Along the way, Rove piled up enemies and allegations of dirty tricks. As a young Republican activist in Chicago in 1970, he distributed phony invitations promising "free beer, free food, girls and a good time" if the recipients went to a local Democratic campaign headquarters.

A few years later, the Republican National Committee launched an internal investigation into other allegations of dirty tricks by the College Republicans, a group Rove headed. Rove was cleared of wrongdoing, and the elder Bush gave him a job at the party's national headquarters.

Later, as a consultant in the hardball world of Texas politics, Rove played a particularly rough version of the game. It's no surprise that Democrats detest him, but so do some Republicans.

"People are scared of Karl," said Tom Pauken, who ran afoul of Bush and Rove when he headed the Texas Republican Party. "If you oppose Karl on anything, you're on the enemies list. You become the enemy even if you're not really one."

Pauken said he wasn't at all surprised to see Rove linked to the CIA case.

"Karl's been doing this for years. He uses reporters to plant negative information, to attack the credibility of real or perceived foes," he said. "It's just the usual Karl Rove scorched-earth policy."

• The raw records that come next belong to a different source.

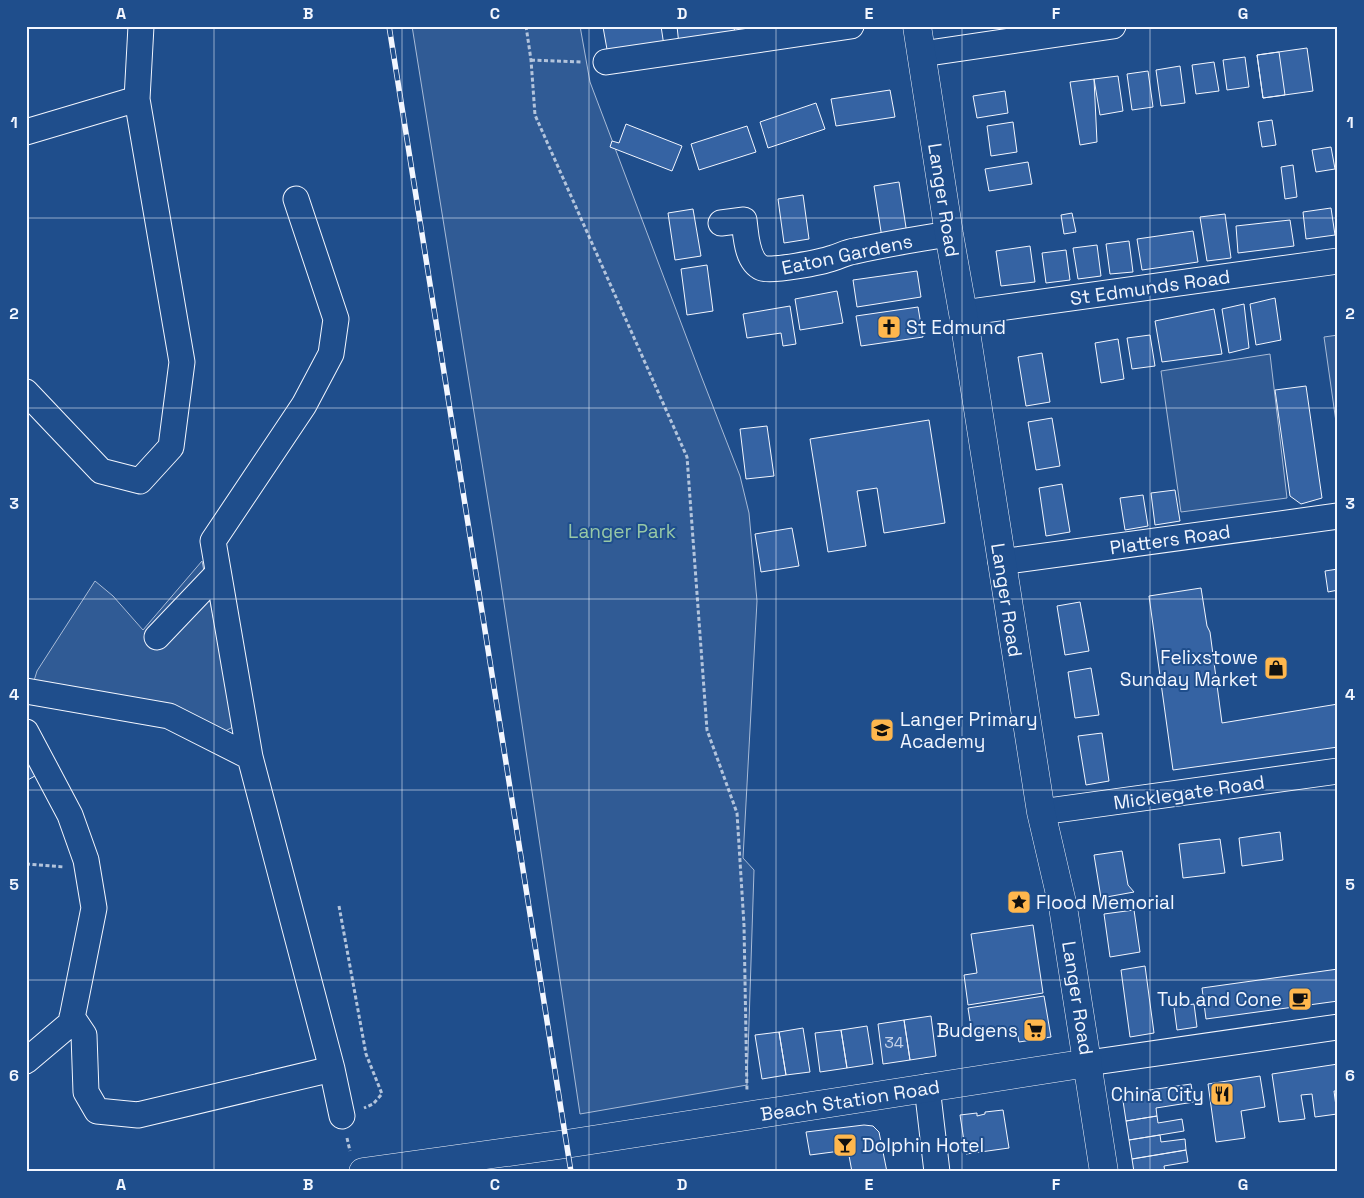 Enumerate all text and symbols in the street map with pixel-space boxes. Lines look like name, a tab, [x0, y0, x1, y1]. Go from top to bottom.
text: A	[116, 3, 126, 24]
text: B	[303, 3, 313, 24]
text: C	[490, 3, 500, 24]
text: D	[677, 3, 687, 24]
text: E	[865, 3, 874, 24]
text: F	[1052, 3, 1061, 24]
text: G	[1238, 3, 1248, 24]
text: 1	[10, 112, 18, 133]
text: 1	[1346, 112, 1354, 133]
street label: Langer Road	[922, 141, 965, 259]
street label: Eaton Gardens	[779, 228, 915, 281]
street label: St Edmunds Road	[1068, 264, 1232, 311]
text: 2	[9, 303, 19, 324]
text: 2	[1345, 303, 1355, 324]
church icon: St Edmund	[876, 314, 902, 340]
place label: St Edmund	[906, 315, 1006, 340]
text: 3	[9, 493, 19, 514]
text: 3	[1345, 493, 1355, 514]
park label: Langer Park	[568, 519, 676, 544]
street label: Platters Road	[1108, 519, 1232, 560]
street label: Langer Road	[985, 541, 1028, 659]
place label: Felixstowe Sunday Market	[1120, 645, 1258, 692]
shop icon: Felixstowe Sunday Market	[1263, 655, 1289, 681]
text: 4	[9, 684, 19, 705]
text: 4	[1345, 684, 1355, 705]
place label: Langer Primary Academy	[900, 707, 1038, 754]
school or university icon: Langer Primary Academy	[869, 717, 895, 743]
street label: Micklegate Road	[1112, 770, 1266, 815]
text: 5	[9, 874, 19, 895]
text: 5	[1345, 874, 1355, 895]
place icon: Flood Memorial	[1006, 889, 1032, 915]
place label: Flood Memorial	[1036, 890, 1175, 915]
street label: Langer Road	[1056, 939, 1099, 1057]
cafe icon: Tub and Cone	[1287, 986, 1313, 1012]
place label: Tub and Cone	[1157, 987, 1282, 1012]
supermarket icon: Budgens	[1022, 1017, 1048, 1043]
place label: Budgens	[936, 1018, 1018, 1043]
house number: 34	[884, 1032, 904, 1053]
text: 6	[9, 1065, 19, 1086]
text: 6	[1345, 1065, 1355, 1086]
street label: Beach Station Road	[759, 1074, 942, 1127]
restaurant icon: China City	[1209, 1081, 1235, 1107]
place label: China City	[1111, 1082, 1204, 1107]
bar icon: Dolphin Hotel	[832, 1132, 858, 1158]
place label: Dolphin Hotel	[862, 1133, 984, 1158]
text: A	[116, 1174, 126, 1195]
text: B	[303, 1174, 313, 1195]
text: C	[490, 1174, 500, 1195]
text: D	[677, 1174, 687, 1195]
text: E	[865, 1174, 874, 1195]
text: F	[1052, 1174, 1061, 1195]
text: G	[1238, 1174, 1248, 1195]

In 1992, Rove was fired from the elder Bush's presidential re-election campaign because of suspicions that he leaked a story disparaging a fellow Republican to columnist Robert Novak, another journalist at the center of the CIA case. It was Novak who first exposed Wilson's wife, although it isn't clear where he got the information about her CIA connection.

Rove and Novak denied at the time that Rove had any role in the 1992 leak. Novak has declined to discuss the current case.

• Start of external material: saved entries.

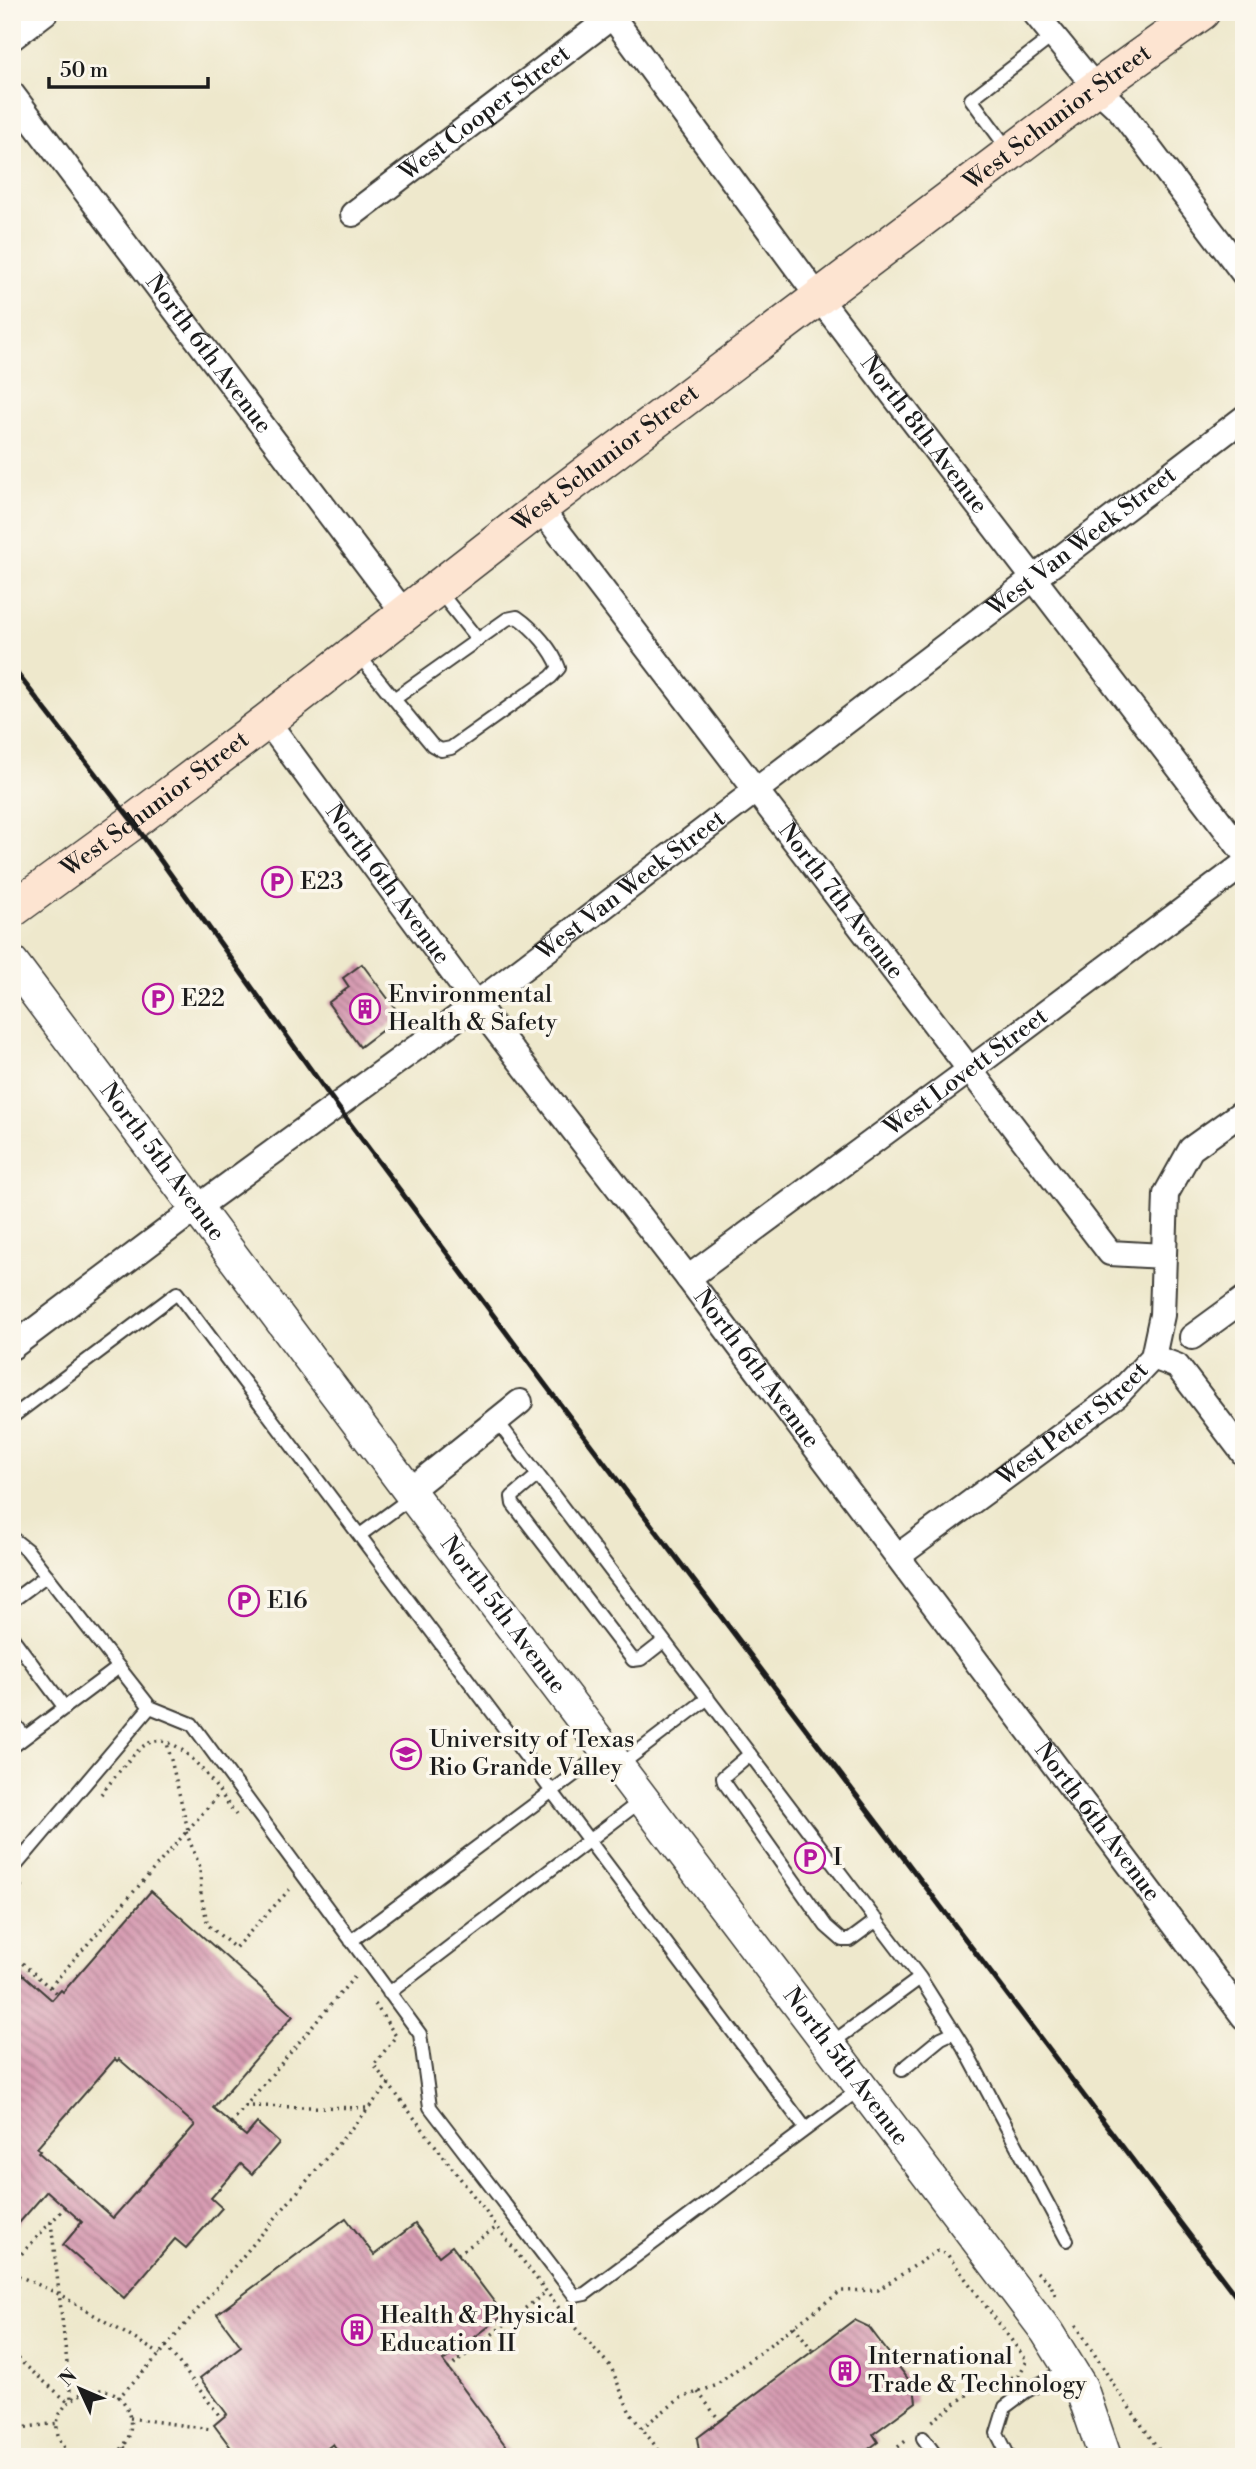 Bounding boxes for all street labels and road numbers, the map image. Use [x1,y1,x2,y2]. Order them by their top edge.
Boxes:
street label: West Schunior Street [957,38,1158,198]
street label: West Cooper Street [393,39,577,189]
street label: North 6th Avenue [139,269,278,440]
street label: North 8th Avenue [853,349,994,520]
street label: West Schunior Street [506,378,706,539]
street label: West Van Week Street [980,460,1183,624]
street label: West Schunior Street [55,724,256,885]
street label: North 6th Avenue [319,798,457,970]
street label: West Van Week Street [530,804,732,968]
street label: North 7th Avenue [771,817,910,985]
street label: West Lovett Street [878,1001,1054,1143]
street label: North 5th Avenue [93,1077,231,1247]
street label: North 6th Avenue [687,1283,826,1455]
street label: West Peter Street [990,1356,1155,1494]
street label: North 5th Avenue [433,1530,573,1700]
street label: North 6th Avenue [1028,1736,1167,1908]
street label: North 5th Avenue [776,1982,915,2152]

Admirers said Rove's approach to politics reflected his devotion to Bush.

"Karl loves the president," Cornyn said. "It offends him greatly to see someone who doesn't share that same zeal."

Although Bush calls Rove a friend, they don't relate to each other as equals. The president's nickname for Rove, "Turd Blossom," underscores the aide's subservient role.

"Karl is as deferential to the president as anybody," said Mark McKinnon, Bush's media consultant.

Wead, who fell out of favor with the White House earlier this year by releasing tapes of his telephone conversations with Bush, said he doubted that the president would ever have to ask for Rove's resignation.

"Bush would just nod or wink or not return a phone call within the normal time, and that would be the signal," Wead said. "And Rove would know it."